EXERCISE DETAILS:
Wherever the word "down" turns up in a line of the entries, copy that line.

*** Opening SOURCE INFORMATION ***

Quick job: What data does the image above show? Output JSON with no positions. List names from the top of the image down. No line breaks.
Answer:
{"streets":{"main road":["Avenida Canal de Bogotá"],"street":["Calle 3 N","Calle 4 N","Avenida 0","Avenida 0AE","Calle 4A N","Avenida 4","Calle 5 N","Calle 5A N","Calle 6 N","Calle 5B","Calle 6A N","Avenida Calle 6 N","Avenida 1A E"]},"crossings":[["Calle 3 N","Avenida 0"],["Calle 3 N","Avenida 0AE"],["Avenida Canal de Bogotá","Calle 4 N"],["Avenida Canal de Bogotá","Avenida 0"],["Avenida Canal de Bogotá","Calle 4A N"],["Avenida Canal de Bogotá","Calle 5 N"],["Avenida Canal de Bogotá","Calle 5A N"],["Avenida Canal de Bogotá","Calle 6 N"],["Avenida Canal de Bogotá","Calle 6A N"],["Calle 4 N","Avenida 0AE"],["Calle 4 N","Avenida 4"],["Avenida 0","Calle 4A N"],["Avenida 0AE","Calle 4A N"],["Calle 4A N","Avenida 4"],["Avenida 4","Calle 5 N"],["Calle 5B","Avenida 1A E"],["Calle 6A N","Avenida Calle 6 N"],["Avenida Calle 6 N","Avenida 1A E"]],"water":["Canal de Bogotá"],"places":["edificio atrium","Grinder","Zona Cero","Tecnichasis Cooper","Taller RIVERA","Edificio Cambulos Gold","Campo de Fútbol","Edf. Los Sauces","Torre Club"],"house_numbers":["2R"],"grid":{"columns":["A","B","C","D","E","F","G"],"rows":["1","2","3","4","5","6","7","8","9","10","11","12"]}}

*** Closing SOURCE INFORMATION ***
*** Opening SOURCE INFORMATION ***

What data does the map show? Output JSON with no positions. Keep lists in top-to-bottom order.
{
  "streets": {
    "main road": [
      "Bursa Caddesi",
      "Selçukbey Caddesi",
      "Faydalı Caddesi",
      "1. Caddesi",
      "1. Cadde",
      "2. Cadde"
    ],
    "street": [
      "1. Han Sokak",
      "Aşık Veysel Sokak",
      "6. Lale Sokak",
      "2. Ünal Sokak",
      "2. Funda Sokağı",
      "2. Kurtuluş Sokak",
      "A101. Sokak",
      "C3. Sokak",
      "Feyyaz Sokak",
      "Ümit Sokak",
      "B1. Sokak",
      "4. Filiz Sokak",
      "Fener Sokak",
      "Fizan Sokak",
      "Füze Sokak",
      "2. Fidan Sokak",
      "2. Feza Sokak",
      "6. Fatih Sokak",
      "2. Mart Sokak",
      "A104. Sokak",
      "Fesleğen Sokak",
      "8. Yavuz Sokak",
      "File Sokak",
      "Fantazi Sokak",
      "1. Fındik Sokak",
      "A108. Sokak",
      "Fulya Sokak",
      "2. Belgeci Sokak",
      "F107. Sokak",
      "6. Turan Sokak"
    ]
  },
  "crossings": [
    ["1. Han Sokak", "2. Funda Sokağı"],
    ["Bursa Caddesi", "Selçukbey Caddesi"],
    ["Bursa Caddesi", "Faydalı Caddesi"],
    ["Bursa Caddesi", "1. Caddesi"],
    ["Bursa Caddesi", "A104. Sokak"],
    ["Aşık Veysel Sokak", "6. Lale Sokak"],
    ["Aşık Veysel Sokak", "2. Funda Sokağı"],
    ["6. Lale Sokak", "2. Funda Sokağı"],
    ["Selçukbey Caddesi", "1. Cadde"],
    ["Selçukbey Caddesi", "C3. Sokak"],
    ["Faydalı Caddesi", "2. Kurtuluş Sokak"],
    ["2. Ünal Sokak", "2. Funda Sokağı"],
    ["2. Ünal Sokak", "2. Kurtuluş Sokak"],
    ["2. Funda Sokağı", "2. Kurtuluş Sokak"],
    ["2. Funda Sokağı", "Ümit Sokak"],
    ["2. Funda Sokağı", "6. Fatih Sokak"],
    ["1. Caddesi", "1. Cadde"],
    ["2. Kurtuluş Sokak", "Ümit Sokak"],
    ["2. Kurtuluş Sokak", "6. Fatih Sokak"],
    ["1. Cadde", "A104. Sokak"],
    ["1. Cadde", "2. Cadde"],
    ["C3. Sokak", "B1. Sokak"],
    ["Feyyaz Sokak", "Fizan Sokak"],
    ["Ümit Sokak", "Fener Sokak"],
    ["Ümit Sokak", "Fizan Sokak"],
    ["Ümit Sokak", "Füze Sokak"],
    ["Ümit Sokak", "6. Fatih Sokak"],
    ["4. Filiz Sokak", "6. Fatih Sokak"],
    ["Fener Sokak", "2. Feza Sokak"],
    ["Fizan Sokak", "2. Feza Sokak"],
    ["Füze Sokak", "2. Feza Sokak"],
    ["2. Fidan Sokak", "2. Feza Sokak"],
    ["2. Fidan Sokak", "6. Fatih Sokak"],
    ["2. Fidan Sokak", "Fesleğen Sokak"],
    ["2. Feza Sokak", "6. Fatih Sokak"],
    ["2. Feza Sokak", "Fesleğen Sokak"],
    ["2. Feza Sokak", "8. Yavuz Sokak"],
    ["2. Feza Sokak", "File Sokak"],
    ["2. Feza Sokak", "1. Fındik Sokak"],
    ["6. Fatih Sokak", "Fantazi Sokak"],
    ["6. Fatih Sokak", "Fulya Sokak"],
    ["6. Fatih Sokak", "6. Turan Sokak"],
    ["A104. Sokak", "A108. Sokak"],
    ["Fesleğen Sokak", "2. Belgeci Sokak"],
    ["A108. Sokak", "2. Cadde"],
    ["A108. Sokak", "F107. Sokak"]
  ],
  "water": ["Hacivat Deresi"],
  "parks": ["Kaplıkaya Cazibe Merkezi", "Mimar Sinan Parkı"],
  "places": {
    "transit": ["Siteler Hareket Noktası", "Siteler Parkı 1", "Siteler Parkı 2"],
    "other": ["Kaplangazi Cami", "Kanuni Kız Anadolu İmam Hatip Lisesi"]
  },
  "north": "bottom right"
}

*** Closing SOURCE INFORMATION ***
*** Opening SOURCE INFORMATION ***

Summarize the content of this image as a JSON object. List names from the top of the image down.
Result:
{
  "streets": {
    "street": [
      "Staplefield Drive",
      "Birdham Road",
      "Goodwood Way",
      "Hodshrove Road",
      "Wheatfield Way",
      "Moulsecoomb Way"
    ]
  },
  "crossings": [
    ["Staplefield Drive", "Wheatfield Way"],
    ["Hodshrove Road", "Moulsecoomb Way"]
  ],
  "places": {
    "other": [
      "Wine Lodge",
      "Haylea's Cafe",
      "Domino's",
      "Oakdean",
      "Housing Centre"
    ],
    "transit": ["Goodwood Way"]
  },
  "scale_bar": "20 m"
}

*** Closing SOURCE INFORMATION ***

COMPLETED EXERCISE:
Quick job: What data does the image above show? Output JSON with no positions. List names from the top of the image down. No line breaks.
Summarize the content of this image as a JSON object. List names from the top of the image down.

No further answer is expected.